As of February 17, 2024, the Commission, within its scope of application, may (i) impose fines of up to 6% of annual worldwide turnover where an intermediary service provider breaches DSA obligations, fails to comply with interim measures adopted by the Commission or breaches commitments and/or (ii) impose periodic penalty payments of up to 5% of average daily worldwide turnover for each day of delay in complying with remedies, interim measures, commitments.
As a last resort, where the infringement persists and causes serious harm to users and involves offenses endangering the life or safety of persons, the Commission may require the temporary suspension of service.
Within the scope of the Member States, sanctions will be determined by national laws. According to the Draft Law on the establishment of measures for the application of Regulation (EU) 2022/2065, contraventions in relation to DSAs are punishable by a fine of from RON 5,000 to a maximum of 6% of the annual worldwide turnover recorded in the previous financial year by the intermediary service provider or by a fine of from RON 5,000 to a maximum of 1% of the annual revenue or annual worldwide turnover recorded in the previous financial year by the intermediary service provider or the person concerned, as the case may be.
ANCOM may also impose administrative fines up to a maximum daily amount of 5% of the worldwide average daily turnover or worldwide average daily revenue of the intermediary service provider concerned in the previous financial year, calculated from the date specified in the sanctioning decision.
ANCOM's sanctioning decisions may be appealed to the Bucharest Court of Appeal within 30 days of notification.
XIII. Conclusions
The Digital Services Act brings clear and extensive EU-wide rules for the various digital services, establishing an increasing scale of obligations according to the type and size of intermediary service providers.
The DSA covers different categories of digital services, from simple transmissions and storage to online platforms and search engines, with rules tailored according to the responsibility and scale of impact of each type of service.
Intermediary service providers are responsible for moderating illegal content, harmful content and information incompatible with the general terms of use, where appropriate. They must take effective and proportionate measures to ensure a safe and ethical digital environment.

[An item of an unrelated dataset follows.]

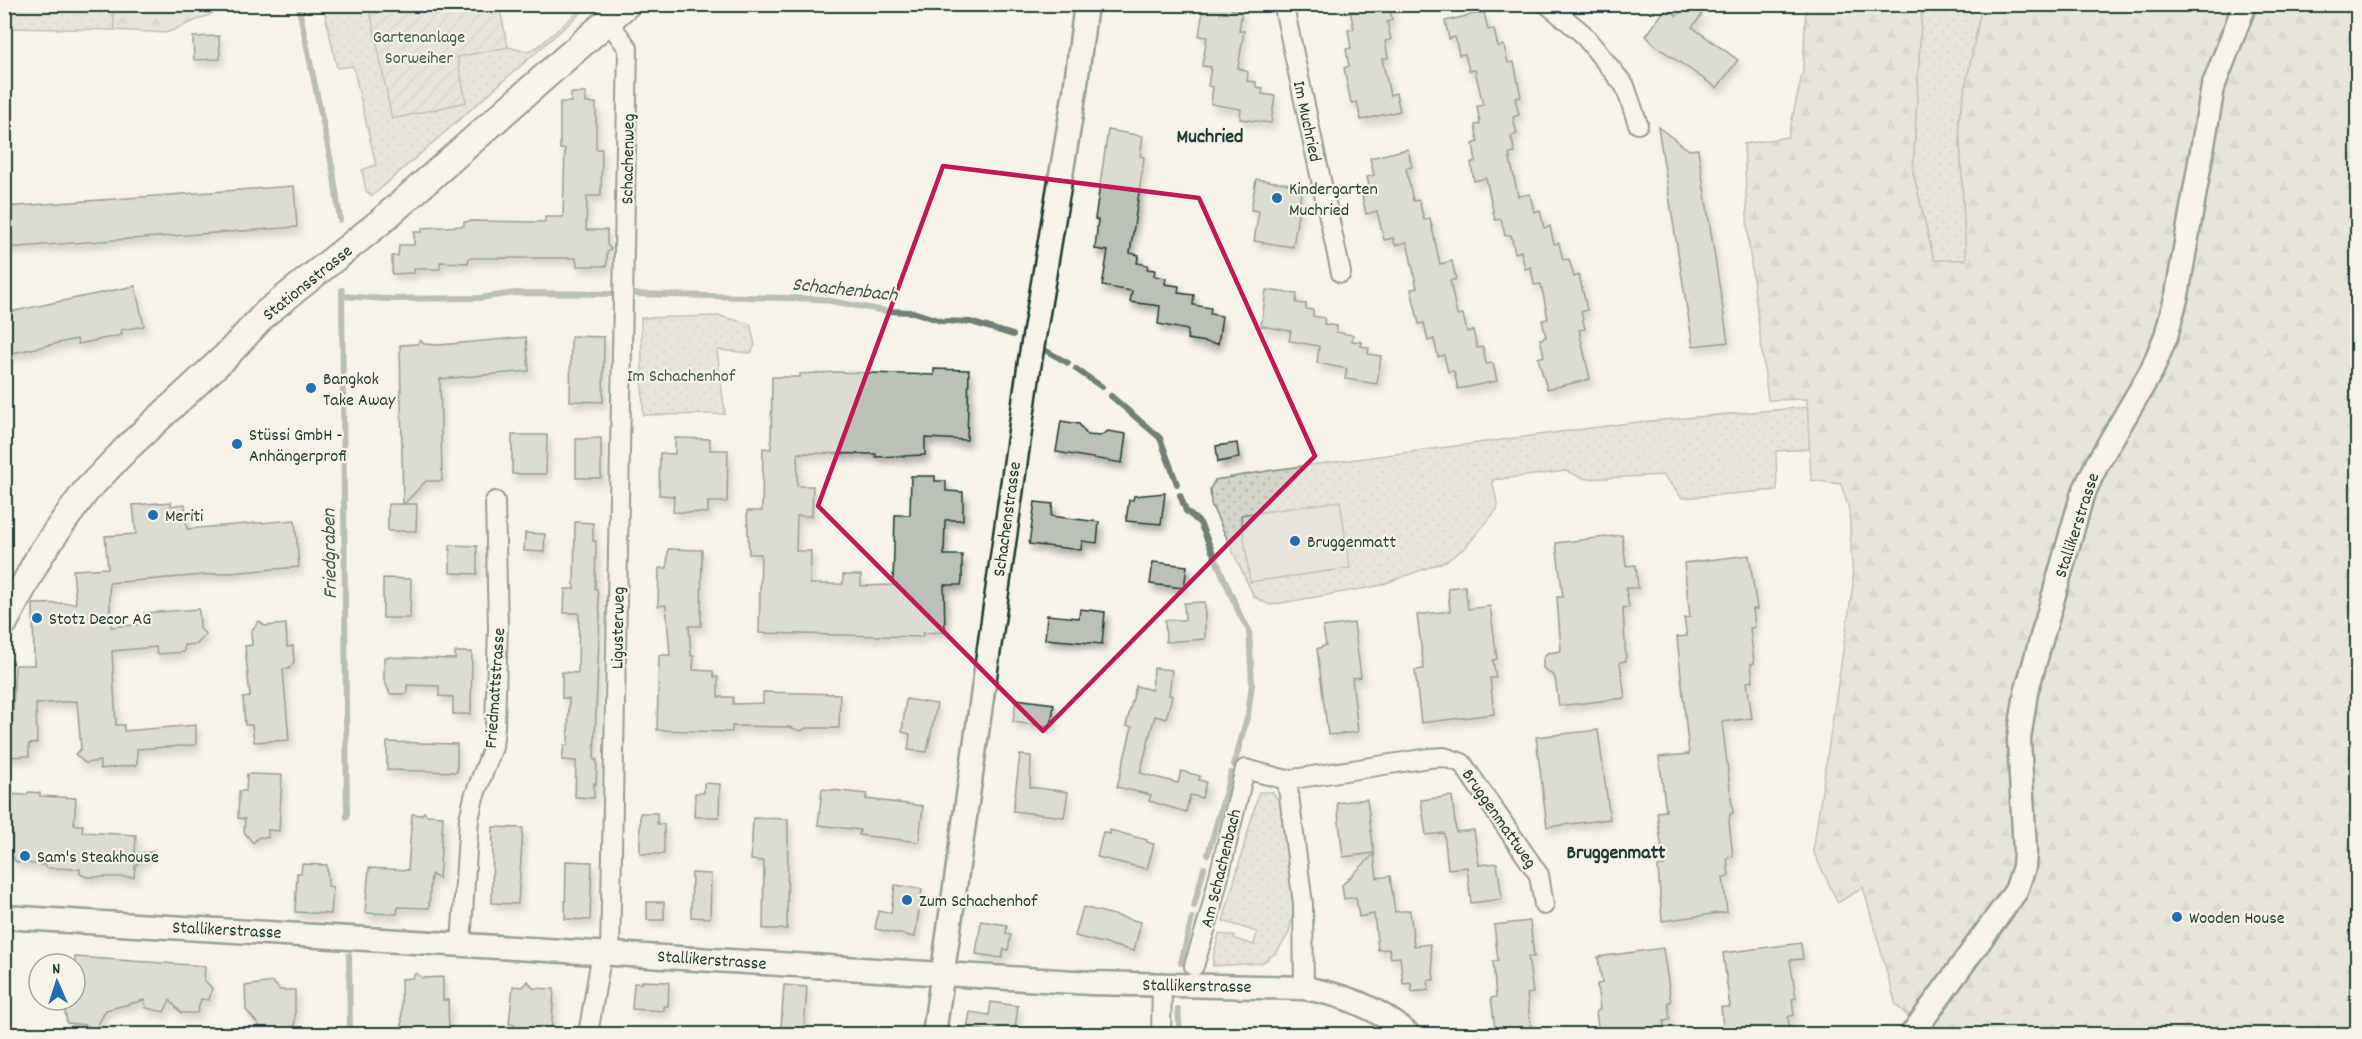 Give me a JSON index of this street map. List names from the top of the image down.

The act also aims to protect users' fundamental rights, including the right of free expression. Content moderation must be balanced, respecting users' rights and avoiding arbitrary interference.
Enforcement of the AVMSD is shared between the Commission and the Member States, with sanctions depending on the extent of infringements, including substantial fines and the possibility of temporary suspension of services in serious cases.
Overall, the Digital Services Act represents a significant effort to create a safer and more ethical digital environment, promoting online responsibility and protecting users' fundamental rights.